§ PROBLEM TO SOLVE: Pick out every line of the entries below where "Elevação" occurs, and copy those lines.

§ SOURCE MATERIAL:
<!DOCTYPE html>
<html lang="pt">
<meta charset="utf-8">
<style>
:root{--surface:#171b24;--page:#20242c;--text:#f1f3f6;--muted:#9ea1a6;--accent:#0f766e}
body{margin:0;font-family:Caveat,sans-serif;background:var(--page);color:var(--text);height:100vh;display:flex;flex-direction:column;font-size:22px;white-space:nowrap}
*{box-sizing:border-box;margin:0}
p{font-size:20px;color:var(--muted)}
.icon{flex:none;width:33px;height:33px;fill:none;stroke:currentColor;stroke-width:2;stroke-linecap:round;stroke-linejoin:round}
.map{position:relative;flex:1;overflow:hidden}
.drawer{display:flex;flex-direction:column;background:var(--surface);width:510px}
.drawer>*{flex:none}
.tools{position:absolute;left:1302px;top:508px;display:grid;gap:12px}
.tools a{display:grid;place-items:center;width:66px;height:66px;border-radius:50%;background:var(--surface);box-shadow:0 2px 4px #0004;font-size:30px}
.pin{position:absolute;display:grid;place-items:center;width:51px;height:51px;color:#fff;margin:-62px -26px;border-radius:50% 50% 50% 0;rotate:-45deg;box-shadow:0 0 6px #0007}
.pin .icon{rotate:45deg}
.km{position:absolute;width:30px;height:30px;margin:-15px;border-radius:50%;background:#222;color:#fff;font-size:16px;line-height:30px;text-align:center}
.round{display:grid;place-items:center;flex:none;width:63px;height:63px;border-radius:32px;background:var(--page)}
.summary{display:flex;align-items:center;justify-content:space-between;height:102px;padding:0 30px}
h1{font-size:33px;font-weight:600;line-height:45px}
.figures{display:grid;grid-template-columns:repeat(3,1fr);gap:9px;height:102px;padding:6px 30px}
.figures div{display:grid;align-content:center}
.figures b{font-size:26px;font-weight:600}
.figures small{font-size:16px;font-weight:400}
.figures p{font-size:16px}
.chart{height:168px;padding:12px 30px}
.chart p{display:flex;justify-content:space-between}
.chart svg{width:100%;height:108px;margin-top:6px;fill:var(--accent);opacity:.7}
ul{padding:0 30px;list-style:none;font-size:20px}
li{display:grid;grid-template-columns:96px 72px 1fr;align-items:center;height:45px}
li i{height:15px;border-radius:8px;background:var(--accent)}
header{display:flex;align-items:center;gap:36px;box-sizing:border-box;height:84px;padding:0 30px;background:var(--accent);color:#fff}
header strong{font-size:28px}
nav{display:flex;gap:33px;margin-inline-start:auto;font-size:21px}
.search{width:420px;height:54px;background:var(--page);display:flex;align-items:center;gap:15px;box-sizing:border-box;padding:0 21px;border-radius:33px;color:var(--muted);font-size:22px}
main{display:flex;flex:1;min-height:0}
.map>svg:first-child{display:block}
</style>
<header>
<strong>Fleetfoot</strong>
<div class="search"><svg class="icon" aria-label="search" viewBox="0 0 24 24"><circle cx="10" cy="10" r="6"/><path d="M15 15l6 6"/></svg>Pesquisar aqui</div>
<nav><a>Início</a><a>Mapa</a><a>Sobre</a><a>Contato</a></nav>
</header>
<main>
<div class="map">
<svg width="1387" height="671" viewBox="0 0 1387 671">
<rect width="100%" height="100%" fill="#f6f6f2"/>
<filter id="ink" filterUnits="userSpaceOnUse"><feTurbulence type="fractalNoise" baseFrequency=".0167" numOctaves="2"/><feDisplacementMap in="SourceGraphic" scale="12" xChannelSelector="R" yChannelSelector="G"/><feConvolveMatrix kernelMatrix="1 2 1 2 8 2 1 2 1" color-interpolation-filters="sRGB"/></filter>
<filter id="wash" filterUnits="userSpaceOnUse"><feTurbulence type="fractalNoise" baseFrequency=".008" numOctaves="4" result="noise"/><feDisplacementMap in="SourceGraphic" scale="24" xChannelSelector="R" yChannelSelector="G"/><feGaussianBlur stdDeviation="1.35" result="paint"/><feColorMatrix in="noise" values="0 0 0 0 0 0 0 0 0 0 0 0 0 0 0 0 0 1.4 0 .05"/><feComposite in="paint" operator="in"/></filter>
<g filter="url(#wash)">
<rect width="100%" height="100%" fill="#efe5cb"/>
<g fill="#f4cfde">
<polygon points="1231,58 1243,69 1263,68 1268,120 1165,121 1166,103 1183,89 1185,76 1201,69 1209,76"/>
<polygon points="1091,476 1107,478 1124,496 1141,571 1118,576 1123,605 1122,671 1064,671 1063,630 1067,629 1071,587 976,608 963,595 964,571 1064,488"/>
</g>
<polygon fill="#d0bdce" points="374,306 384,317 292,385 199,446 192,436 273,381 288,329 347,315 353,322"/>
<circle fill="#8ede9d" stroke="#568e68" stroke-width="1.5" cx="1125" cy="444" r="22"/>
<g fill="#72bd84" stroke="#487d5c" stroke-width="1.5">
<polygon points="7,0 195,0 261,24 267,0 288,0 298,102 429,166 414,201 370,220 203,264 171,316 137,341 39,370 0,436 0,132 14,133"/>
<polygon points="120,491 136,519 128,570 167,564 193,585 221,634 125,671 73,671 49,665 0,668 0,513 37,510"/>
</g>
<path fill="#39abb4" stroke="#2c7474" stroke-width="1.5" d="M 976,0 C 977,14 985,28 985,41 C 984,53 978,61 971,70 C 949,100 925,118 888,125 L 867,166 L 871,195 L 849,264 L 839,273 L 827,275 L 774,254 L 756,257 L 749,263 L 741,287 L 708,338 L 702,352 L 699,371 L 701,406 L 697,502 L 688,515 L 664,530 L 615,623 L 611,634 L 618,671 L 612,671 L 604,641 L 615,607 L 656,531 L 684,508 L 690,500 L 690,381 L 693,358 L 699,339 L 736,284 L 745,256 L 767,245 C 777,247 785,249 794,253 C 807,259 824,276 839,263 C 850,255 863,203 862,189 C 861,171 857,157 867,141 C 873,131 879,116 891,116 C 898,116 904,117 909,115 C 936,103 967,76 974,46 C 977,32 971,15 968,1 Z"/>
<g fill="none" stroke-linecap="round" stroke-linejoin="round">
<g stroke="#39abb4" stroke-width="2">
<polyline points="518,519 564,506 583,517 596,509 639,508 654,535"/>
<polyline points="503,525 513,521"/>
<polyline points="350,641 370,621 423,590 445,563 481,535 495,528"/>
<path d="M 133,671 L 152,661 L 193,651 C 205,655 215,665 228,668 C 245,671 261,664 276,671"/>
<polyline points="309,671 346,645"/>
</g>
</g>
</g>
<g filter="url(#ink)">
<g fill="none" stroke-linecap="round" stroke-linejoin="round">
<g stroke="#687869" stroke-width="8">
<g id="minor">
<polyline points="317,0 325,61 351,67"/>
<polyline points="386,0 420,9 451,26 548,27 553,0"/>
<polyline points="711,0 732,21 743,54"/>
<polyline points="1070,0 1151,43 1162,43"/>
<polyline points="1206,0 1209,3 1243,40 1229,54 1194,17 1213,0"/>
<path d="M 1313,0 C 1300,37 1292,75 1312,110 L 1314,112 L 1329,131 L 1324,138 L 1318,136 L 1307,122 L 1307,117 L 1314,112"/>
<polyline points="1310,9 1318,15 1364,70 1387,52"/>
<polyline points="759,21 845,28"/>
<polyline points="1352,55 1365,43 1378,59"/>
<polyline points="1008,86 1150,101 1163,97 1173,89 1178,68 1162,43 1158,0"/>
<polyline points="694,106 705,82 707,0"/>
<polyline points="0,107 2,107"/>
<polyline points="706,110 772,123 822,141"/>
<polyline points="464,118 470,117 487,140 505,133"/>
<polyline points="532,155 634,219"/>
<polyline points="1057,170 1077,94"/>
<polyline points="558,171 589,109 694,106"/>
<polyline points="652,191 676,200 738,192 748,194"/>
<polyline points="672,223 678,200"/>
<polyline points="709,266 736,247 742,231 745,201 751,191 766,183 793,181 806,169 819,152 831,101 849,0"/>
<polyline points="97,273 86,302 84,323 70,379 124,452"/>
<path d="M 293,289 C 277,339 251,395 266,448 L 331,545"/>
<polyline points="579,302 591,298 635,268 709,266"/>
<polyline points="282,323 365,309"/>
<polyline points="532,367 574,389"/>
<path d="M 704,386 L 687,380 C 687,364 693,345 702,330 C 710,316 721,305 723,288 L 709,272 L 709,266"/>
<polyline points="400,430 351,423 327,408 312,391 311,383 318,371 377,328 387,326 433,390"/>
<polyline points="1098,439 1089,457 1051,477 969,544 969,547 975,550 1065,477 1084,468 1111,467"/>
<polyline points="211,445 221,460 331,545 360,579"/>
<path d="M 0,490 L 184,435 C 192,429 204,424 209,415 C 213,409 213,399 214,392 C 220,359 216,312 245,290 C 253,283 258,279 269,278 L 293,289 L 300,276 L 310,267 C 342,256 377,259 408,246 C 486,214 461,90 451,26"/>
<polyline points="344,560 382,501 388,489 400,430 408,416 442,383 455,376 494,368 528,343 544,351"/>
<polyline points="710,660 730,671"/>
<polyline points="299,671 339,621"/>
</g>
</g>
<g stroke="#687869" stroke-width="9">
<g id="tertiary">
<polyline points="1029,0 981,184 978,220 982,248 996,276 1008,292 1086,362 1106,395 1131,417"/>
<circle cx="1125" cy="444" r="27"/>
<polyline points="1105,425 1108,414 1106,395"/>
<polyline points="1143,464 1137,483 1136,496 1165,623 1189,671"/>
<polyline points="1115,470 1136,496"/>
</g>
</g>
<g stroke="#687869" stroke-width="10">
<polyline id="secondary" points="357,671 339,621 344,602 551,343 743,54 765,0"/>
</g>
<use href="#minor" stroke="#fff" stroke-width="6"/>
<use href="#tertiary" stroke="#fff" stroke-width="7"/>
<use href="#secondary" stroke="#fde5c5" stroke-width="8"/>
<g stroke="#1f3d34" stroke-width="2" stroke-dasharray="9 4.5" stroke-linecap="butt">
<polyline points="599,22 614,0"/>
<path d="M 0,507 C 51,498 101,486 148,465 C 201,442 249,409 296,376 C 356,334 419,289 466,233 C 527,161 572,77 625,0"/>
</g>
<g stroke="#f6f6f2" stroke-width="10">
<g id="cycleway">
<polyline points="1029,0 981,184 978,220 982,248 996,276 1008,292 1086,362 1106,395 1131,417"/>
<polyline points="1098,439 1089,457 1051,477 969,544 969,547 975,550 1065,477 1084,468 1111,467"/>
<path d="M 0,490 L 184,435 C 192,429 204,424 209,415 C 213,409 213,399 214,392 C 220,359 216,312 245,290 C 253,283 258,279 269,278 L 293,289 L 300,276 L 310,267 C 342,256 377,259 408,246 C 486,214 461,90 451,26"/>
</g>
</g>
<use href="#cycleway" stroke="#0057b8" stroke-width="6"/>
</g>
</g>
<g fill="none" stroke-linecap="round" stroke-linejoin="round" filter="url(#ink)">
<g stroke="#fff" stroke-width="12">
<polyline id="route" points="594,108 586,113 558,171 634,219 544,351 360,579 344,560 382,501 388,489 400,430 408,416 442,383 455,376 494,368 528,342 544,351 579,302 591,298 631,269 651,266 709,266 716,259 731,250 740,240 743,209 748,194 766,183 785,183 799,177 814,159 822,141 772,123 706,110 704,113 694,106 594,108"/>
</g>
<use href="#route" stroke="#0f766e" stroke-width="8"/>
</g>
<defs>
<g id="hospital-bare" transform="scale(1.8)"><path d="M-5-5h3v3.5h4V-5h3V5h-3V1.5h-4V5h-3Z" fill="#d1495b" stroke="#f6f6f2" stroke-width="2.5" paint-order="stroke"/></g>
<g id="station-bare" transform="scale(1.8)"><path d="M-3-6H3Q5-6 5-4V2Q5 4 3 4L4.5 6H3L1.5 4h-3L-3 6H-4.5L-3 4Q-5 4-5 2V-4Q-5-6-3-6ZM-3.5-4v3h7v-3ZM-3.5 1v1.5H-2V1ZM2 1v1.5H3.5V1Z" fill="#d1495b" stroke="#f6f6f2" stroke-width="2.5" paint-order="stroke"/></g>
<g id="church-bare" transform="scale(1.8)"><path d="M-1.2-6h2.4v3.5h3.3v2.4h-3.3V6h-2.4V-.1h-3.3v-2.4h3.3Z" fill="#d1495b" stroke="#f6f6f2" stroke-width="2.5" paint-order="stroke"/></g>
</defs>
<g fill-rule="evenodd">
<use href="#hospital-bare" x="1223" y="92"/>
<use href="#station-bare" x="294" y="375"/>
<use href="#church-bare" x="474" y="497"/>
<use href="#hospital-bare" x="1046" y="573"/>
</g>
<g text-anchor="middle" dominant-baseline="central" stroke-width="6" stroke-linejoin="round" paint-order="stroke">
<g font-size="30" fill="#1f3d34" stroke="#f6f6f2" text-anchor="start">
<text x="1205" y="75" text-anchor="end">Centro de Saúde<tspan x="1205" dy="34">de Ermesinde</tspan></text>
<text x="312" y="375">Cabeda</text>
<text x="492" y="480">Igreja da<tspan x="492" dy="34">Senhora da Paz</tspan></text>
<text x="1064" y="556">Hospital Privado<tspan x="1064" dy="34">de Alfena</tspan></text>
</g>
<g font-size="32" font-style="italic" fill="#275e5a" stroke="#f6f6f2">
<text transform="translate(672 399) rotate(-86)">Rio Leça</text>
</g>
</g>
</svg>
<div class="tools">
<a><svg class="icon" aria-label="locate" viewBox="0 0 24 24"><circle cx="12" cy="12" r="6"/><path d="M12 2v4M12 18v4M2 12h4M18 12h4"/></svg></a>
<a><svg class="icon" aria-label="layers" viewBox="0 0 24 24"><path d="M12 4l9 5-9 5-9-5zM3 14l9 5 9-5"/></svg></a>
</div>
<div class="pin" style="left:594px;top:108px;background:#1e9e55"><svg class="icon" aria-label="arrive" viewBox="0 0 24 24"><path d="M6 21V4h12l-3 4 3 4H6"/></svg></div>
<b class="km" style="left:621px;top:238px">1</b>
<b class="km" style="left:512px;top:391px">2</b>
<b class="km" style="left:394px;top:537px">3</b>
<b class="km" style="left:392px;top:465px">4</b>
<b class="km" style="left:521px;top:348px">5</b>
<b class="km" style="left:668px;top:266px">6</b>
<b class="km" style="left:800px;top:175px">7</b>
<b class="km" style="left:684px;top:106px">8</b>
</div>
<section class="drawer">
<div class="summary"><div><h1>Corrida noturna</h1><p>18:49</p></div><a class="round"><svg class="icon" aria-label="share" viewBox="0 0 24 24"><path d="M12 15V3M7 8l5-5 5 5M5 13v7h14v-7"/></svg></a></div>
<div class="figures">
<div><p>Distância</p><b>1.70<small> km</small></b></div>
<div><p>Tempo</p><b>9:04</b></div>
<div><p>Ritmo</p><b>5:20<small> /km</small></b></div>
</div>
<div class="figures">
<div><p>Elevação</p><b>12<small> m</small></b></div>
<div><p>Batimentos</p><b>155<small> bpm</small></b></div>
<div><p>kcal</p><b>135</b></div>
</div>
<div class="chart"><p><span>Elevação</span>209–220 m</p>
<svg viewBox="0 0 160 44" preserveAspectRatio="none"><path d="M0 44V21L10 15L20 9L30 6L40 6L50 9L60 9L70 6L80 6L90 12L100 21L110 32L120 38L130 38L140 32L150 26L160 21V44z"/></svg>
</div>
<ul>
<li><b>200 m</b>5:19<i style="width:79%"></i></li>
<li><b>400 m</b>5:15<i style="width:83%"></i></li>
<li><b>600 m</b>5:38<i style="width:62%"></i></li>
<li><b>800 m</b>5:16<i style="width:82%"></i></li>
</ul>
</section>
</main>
...
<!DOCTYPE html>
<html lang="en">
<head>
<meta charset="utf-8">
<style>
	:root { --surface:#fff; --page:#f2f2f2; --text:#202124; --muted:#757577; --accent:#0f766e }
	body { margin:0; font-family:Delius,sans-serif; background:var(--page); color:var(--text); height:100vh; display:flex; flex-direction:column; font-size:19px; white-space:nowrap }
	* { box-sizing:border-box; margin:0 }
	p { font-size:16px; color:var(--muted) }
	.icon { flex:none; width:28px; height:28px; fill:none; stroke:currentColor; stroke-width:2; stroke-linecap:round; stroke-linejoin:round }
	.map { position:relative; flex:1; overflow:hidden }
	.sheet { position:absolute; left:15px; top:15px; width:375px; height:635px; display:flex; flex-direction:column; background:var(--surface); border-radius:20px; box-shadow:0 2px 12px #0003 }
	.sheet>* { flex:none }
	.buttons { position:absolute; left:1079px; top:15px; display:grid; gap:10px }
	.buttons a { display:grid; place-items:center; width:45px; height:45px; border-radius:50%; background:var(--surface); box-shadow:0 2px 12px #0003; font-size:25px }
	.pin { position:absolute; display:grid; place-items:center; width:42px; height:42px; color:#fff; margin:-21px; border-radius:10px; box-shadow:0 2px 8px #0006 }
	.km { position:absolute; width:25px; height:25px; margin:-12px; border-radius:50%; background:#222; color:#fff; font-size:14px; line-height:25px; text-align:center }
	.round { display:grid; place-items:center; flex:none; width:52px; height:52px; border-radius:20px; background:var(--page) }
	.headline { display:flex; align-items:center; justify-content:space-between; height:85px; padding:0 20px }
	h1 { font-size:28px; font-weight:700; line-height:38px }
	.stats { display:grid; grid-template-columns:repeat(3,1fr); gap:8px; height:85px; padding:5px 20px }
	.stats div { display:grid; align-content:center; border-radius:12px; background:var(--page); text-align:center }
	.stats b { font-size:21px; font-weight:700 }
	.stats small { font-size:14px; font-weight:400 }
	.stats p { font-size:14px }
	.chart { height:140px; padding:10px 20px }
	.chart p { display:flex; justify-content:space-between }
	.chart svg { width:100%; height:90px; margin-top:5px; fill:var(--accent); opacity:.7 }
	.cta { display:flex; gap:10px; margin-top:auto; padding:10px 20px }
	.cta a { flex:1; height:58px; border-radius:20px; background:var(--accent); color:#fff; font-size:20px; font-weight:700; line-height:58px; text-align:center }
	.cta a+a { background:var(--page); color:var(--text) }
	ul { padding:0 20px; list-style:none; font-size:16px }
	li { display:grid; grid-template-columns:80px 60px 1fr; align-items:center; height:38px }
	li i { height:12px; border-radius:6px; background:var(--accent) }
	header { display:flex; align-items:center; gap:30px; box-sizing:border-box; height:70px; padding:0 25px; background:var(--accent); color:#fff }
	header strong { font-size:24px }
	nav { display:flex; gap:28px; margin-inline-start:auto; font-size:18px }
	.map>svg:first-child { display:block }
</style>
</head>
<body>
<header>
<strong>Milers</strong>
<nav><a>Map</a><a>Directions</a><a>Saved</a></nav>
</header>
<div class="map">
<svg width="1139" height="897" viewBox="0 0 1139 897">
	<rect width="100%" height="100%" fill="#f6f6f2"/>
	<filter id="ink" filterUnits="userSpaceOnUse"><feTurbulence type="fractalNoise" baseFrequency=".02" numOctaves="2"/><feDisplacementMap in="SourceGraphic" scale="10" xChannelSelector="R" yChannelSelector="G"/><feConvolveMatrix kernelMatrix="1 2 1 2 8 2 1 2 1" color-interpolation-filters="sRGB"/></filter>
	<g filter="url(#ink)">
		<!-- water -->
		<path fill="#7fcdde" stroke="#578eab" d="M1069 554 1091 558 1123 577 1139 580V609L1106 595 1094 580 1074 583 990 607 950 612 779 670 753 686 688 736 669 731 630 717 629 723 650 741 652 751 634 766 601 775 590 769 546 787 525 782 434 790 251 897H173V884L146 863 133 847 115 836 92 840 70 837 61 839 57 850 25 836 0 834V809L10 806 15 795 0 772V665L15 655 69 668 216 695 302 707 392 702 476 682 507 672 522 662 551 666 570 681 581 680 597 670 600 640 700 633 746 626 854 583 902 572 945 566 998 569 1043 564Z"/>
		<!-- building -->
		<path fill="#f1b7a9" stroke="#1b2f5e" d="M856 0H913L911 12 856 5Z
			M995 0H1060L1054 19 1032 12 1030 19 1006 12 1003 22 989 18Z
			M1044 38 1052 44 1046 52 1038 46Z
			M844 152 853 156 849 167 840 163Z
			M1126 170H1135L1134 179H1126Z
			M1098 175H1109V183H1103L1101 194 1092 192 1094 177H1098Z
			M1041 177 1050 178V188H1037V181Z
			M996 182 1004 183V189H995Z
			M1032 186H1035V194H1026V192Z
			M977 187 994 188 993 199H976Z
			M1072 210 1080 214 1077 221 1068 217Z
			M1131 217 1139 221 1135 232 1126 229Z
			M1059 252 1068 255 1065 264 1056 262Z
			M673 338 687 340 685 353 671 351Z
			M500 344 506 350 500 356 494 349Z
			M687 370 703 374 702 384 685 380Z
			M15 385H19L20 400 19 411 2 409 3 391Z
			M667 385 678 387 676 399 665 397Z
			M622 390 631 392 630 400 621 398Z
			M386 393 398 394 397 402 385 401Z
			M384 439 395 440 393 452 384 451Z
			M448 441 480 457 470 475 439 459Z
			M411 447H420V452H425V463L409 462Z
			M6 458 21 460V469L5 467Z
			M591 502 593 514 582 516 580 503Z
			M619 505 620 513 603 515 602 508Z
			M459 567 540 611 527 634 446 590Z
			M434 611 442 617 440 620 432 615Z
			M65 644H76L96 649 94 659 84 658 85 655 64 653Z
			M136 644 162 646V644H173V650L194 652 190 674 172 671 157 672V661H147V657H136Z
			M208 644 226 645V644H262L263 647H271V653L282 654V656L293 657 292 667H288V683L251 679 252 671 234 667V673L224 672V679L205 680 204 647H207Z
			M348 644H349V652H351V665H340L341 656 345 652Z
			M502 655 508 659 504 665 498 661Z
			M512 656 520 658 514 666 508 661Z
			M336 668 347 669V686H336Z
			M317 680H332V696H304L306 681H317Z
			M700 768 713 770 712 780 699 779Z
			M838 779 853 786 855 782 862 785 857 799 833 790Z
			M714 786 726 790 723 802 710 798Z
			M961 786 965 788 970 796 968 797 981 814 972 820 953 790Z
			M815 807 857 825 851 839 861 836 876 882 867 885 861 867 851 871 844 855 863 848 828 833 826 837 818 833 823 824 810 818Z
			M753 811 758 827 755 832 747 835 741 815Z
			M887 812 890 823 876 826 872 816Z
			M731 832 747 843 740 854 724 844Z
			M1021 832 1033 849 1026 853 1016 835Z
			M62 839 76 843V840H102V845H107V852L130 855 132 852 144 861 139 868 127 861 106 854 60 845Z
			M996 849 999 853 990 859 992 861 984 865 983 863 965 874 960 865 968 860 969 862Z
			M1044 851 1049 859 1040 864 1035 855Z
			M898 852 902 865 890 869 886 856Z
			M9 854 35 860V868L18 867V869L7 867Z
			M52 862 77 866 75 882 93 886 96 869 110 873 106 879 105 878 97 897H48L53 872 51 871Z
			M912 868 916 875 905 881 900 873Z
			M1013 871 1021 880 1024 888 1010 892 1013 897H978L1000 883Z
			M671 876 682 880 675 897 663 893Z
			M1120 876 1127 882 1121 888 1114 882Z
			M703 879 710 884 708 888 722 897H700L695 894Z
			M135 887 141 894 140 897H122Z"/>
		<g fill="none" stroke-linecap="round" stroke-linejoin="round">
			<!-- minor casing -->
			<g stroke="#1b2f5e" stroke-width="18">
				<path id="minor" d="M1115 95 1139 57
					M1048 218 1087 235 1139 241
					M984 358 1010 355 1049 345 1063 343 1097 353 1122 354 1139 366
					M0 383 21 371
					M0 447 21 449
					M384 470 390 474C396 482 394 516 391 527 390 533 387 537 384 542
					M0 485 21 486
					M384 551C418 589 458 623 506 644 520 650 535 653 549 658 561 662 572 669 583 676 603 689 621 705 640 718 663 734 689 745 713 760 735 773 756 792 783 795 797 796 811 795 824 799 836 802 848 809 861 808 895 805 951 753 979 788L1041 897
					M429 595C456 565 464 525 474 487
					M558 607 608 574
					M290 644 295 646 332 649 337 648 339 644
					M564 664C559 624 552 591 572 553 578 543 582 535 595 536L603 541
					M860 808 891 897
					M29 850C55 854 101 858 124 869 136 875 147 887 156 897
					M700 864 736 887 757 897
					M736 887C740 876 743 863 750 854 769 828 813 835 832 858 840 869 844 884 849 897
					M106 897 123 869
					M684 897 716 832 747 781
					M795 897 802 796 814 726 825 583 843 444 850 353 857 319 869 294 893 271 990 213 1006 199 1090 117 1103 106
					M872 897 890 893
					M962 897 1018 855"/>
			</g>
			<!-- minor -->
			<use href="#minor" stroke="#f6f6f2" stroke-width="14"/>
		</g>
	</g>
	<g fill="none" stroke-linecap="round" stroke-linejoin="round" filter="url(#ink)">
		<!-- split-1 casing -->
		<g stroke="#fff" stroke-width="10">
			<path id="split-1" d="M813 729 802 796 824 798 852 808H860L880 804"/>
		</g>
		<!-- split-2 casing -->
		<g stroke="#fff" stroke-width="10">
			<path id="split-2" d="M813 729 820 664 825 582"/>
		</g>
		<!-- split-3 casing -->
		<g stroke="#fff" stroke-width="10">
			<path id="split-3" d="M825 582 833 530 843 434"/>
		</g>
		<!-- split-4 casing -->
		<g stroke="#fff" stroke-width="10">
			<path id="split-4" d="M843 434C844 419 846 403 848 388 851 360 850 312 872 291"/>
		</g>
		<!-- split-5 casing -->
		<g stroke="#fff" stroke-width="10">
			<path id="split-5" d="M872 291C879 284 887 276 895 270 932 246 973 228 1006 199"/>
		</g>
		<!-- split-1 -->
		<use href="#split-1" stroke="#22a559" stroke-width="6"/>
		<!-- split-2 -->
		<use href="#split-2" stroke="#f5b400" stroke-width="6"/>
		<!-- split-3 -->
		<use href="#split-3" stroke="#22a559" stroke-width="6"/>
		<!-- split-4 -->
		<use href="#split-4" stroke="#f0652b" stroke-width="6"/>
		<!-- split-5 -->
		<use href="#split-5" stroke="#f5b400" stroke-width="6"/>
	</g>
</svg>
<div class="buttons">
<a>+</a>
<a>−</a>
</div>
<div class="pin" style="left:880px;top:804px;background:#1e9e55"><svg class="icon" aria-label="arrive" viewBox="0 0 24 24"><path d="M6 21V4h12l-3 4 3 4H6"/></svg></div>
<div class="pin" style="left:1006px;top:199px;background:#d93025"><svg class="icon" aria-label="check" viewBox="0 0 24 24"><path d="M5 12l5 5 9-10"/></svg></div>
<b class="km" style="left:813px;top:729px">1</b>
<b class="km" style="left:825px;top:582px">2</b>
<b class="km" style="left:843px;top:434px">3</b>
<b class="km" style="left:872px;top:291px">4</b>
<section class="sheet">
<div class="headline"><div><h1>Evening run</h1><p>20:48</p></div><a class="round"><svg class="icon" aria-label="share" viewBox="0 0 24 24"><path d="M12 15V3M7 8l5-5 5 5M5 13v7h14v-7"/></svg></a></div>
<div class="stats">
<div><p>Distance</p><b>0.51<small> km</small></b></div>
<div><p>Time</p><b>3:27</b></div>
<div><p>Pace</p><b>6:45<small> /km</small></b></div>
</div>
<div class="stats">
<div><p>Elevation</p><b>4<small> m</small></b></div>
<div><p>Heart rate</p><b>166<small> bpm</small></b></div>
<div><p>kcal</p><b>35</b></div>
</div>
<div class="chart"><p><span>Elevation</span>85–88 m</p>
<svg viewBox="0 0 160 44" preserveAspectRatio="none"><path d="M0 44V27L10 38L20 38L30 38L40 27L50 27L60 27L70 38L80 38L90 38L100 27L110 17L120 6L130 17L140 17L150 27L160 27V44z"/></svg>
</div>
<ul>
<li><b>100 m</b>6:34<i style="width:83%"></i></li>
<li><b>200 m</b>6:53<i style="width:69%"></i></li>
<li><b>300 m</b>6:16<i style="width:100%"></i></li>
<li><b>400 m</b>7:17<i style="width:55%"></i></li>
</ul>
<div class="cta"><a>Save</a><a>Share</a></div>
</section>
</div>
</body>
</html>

§ SOLUTION TO THE PROBLEM:
<div><p>Elevação</p><b>12<small> m</small></b></div>
<div class="chart"><p><span>Elevação</span>209–220 m</p>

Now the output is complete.